One of the successes of rails to me is minimizing the number of APIs you need to do real work, and having standard conventions for placement of things. In the current ASP.NET MVC implementation, there is still a lot of calling C# code to wire up things like routes and opportunities for developers to place code in weird spots. I for one don’t enjoy when I switch from one project to another learning how they decided to do data access, exception handling, and all the other things that every single good ASP.NET app needs. This should be available for free, or though plugins similar to ruby’s mixins paradigm.
Therein lies my dream. I would love to see Microsoft create a MVC implementation that leverages the ruby language’s metaprogramming features to create a framework that uses XAML as its views and a combination of Active Record and REST for its models (whether in a Microsoft-created implementation that has providers for databases other than SQL Server) but is designed from the ground up for using WPF as a MVC runtime and not simply a clone of rails with a XAML view renderer. This framework needs to leverage ruby in its implementation – not just be another .NET framework you can code against with ruby.

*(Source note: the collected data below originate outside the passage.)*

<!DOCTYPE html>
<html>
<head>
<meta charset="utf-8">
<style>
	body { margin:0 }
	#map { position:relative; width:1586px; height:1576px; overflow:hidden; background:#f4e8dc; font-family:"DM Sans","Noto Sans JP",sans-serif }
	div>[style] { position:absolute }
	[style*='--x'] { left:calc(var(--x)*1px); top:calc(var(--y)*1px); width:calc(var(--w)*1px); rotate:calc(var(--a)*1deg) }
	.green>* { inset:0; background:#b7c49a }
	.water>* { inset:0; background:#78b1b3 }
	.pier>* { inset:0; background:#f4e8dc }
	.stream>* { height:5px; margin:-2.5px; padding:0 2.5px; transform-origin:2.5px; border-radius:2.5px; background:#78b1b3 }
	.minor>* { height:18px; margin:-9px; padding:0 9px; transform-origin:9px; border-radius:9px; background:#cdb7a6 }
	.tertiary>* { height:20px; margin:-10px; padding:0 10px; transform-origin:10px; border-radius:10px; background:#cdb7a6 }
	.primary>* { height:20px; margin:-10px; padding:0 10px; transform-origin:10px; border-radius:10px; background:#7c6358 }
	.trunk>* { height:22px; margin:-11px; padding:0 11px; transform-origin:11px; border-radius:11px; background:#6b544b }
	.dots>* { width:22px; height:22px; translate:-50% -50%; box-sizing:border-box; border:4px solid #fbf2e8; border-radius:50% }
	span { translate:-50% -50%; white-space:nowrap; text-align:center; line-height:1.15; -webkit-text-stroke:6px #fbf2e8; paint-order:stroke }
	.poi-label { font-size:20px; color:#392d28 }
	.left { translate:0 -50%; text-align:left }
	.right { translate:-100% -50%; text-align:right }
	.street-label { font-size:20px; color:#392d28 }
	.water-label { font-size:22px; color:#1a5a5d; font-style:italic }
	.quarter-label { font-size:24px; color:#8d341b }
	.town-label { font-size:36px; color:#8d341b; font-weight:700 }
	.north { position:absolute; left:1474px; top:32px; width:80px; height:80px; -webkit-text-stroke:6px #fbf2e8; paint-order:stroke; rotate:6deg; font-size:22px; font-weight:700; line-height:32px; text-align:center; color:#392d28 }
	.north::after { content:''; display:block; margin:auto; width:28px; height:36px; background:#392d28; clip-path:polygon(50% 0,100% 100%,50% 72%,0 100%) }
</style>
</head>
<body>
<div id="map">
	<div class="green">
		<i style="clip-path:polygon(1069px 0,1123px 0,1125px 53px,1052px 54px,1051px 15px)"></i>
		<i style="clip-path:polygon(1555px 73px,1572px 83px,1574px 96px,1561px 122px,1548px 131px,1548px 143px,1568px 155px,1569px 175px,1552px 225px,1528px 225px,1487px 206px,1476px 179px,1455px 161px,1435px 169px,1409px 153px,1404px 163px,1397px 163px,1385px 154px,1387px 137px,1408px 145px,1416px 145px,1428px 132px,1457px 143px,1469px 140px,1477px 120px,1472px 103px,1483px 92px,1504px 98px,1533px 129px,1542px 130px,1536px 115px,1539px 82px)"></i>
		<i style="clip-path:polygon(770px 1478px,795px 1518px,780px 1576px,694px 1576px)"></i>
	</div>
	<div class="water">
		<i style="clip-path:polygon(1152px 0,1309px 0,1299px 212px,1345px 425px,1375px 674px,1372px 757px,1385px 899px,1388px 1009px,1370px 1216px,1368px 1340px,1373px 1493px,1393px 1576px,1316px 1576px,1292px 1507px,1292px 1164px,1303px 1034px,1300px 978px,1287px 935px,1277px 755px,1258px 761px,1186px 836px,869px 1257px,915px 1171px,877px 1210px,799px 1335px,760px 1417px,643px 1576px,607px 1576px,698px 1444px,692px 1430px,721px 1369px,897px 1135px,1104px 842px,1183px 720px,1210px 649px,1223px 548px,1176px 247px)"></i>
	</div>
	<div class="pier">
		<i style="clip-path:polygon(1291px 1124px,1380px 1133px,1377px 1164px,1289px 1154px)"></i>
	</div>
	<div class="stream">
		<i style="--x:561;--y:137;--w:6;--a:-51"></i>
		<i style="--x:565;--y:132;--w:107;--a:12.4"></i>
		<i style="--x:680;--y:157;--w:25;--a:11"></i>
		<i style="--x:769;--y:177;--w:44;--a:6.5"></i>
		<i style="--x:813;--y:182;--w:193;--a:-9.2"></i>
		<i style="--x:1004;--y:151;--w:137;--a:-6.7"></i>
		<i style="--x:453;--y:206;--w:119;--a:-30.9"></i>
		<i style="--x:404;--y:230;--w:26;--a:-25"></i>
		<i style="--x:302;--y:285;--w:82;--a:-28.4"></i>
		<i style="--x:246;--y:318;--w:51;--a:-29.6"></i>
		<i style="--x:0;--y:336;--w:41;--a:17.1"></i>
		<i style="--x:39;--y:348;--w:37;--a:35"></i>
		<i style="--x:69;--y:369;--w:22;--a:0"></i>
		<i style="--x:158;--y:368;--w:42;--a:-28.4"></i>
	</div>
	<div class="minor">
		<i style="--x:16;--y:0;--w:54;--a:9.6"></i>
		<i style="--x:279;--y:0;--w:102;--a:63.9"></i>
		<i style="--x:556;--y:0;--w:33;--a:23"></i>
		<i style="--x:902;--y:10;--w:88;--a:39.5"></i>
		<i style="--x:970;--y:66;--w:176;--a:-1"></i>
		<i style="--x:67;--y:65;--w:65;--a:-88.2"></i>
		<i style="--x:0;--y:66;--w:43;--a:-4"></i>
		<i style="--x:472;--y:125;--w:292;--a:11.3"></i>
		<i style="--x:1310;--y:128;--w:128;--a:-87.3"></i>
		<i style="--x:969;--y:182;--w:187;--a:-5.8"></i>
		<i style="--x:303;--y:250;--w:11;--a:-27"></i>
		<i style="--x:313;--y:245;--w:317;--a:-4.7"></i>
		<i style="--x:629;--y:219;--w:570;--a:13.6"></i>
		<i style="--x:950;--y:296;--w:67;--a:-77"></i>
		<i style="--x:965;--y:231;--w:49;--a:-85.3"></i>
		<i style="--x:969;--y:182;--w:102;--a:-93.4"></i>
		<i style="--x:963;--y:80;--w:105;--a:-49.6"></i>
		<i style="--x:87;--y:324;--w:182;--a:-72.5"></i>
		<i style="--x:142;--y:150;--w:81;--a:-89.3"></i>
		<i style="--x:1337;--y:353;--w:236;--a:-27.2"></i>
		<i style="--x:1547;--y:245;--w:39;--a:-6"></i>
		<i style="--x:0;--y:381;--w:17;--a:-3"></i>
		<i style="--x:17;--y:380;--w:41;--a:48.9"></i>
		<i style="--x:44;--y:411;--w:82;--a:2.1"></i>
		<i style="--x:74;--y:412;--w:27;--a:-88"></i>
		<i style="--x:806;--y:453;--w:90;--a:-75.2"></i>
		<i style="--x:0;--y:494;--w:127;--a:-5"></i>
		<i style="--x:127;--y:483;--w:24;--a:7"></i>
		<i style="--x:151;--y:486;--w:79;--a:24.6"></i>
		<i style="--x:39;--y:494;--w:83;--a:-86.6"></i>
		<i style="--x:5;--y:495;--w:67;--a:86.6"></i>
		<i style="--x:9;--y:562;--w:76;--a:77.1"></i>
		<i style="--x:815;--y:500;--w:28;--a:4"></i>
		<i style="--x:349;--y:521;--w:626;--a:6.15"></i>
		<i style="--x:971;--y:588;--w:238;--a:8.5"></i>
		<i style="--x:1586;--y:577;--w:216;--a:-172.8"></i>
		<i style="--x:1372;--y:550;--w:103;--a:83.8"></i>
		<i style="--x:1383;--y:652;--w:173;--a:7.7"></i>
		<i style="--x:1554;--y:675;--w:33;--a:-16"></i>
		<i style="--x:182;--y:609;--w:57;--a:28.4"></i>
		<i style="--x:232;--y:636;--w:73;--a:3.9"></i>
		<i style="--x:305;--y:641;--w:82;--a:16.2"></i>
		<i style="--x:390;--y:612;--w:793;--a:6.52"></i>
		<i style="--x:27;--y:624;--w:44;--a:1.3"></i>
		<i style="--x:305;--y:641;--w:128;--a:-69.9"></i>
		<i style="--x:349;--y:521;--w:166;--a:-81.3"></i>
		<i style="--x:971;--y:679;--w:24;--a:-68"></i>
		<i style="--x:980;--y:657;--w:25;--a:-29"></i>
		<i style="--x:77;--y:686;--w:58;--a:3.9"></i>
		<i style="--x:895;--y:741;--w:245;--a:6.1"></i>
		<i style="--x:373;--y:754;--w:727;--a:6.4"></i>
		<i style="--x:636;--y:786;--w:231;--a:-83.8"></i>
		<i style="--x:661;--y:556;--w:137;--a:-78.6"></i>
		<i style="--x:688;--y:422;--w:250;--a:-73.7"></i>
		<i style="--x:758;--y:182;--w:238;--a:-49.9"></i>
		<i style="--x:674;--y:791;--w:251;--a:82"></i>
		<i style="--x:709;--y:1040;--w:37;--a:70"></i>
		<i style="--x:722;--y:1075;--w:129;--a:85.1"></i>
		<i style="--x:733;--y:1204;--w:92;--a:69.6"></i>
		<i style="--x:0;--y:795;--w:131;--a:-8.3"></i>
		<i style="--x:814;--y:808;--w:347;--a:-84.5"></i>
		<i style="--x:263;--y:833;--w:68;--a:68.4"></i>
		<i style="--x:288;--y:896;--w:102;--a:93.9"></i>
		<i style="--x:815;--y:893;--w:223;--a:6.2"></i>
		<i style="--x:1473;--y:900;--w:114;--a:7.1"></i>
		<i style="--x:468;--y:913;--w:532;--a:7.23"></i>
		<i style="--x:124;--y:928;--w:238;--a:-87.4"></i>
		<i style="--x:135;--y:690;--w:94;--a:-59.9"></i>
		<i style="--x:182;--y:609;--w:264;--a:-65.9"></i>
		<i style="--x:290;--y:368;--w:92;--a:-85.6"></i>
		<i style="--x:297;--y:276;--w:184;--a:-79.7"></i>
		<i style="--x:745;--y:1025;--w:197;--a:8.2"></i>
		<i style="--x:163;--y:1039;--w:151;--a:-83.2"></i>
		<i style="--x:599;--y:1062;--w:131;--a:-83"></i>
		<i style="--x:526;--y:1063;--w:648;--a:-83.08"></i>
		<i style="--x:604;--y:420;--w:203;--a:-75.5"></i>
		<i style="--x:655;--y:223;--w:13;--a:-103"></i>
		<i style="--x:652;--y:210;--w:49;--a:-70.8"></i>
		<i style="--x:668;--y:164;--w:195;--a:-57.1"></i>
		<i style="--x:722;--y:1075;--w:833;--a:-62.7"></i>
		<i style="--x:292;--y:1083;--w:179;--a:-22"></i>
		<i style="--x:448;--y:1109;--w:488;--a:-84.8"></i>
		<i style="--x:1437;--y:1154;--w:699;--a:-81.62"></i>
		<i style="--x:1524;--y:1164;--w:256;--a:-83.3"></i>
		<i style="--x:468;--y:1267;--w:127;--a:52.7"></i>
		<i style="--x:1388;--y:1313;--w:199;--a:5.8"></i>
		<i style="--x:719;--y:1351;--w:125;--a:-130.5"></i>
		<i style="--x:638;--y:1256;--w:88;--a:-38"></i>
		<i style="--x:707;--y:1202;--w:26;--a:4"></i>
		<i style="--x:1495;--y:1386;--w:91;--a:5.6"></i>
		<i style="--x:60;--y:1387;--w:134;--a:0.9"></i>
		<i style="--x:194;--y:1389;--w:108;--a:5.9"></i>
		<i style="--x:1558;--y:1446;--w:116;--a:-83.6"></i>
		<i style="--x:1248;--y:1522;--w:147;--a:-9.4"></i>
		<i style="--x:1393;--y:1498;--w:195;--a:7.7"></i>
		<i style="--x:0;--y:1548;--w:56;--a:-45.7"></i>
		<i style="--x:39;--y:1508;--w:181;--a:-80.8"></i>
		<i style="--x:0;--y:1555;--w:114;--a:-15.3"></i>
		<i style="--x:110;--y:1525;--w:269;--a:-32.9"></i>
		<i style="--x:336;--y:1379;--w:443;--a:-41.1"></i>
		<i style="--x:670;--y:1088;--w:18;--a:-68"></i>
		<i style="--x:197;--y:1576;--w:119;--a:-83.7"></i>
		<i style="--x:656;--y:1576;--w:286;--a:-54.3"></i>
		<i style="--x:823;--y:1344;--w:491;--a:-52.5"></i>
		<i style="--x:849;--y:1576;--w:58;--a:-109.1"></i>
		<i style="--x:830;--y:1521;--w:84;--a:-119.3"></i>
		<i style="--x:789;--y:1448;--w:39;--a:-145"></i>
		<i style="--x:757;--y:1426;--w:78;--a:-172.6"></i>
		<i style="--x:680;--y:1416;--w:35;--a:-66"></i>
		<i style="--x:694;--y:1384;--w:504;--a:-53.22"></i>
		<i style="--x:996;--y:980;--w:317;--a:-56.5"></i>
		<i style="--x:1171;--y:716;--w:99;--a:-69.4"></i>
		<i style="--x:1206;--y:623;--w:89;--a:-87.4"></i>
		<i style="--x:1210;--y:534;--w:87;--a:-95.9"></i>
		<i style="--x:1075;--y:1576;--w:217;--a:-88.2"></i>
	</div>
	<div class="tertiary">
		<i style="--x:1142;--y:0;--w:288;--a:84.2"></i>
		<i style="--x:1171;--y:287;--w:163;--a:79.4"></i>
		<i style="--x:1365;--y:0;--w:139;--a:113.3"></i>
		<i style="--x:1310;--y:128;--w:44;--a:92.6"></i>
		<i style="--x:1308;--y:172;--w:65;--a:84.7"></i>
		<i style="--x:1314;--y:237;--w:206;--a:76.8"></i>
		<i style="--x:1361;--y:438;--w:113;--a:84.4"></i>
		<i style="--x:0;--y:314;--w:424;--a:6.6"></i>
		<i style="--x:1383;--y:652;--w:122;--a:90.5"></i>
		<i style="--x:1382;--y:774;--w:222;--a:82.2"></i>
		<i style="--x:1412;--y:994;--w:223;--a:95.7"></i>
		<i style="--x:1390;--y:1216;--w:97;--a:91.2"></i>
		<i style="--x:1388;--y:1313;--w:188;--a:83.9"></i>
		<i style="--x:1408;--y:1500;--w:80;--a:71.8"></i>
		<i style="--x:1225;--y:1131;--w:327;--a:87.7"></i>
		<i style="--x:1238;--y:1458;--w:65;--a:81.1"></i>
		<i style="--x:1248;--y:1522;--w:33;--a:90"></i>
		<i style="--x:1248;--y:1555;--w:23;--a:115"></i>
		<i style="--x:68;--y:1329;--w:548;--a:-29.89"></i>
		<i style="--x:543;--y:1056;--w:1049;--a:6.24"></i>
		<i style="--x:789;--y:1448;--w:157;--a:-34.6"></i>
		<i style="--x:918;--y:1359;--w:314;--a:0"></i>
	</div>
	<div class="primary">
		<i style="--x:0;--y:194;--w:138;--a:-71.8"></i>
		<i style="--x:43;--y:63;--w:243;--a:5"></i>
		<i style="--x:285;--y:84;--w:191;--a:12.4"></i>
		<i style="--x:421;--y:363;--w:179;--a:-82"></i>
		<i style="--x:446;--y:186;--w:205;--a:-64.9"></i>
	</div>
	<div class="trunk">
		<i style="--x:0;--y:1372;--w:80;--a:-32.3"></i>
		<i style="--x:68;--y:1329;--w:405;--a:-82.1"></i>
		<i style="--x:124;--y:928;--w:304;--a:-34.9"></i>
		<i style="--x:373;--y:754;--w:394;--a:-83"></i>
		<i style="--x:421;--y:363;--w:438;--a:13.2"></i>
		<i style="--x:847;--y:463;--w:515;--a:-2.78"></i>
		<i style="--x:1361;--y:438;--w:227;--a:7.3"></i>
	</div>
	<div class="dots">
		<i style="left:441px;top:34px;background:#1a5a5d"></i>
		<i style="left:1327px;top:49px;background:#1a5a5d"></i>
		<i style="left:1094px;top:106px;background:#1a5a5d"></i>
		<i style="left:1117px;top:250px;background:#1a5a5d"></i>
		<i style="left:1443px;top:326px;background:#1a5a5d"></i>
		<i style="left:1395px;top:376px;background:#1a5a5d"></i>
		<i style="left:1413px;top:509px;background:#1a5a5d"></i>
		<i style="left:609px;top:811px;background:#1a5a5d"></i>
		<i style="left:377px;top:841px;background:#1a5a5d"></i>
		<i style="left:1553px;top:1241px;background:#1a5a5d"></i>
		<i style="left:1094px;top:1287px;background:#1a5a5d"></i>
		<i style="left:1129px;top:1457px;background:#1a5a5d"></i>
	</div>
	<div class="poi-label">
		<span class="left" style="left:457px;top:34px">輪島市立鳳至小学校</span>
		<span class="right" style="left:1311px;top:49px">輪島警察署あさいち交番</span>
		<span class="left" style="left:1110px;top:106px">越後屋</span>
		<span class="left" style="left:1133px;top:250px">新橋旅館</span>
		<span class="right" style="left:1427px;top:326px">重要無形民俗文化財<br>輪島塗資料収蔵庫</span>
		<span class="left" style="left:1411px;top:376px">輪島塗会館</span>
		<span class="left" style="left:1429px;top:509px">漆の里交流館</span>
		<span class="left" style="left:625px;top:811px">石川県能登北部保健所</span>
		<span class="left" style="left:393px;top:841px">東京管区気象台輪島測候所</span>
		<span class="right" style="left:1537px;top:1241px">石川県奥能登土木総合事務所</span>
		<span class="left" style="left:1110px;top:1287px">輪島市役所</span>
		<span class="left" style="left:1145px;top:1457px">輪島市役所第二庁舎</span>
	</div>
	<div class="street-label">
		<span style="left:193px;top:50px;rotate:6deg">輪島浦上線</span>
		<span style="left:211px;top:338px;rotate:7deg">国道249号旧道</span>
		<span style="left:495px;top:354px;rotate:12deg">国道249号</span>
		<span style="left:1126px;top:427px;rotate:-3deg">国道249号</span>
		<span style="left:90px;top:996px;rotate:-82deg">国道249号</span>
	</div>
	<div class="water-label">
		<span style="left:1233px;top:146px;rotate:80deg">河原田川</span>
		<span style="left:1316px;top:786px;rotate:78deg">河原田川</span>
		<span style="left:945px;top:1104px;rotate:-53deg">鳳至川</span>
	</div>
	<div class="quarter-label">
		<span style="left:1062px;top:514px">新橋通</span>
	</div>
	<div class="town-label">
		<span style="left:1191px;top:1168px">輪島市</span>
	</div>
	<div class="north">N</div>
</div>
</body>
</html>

I think Blender is cool for creating HI-FI XAML controls, but these should be databound to data served up by this MVC framework and rendered in the context of a controller action so that the same patterns are used as consistently as possible. I’m sick of the browser’s age old, buggy DOM – and if Silverlight is going to support everything in WPF 3.5 at some point, I would much rather code for this and test it on macs and under moonlight going forward. I would also like to see Microsoft ship an application that hosts Silverlight outside the browser on all platforms.
I know most folks probably won’t agree with me, but I think it’s high time that we get rid of some of the bloat that legacy browsers and class libraries bring when we aren’t even utilizing most of it in modern applications if they are designed well up-front. At some point you have to say that supporting the existing APIs in .NET is the responsibility of the .NET platform, and the DLR and Silverlight are new platforms for development that may have minimal interop, but are designed for a wholly different development model. Those who say this is too big of a goal don’t remember the Sun Microsystems and Microsoft from the 90s, who cranked out innovations in the runtime and user interface space every six months!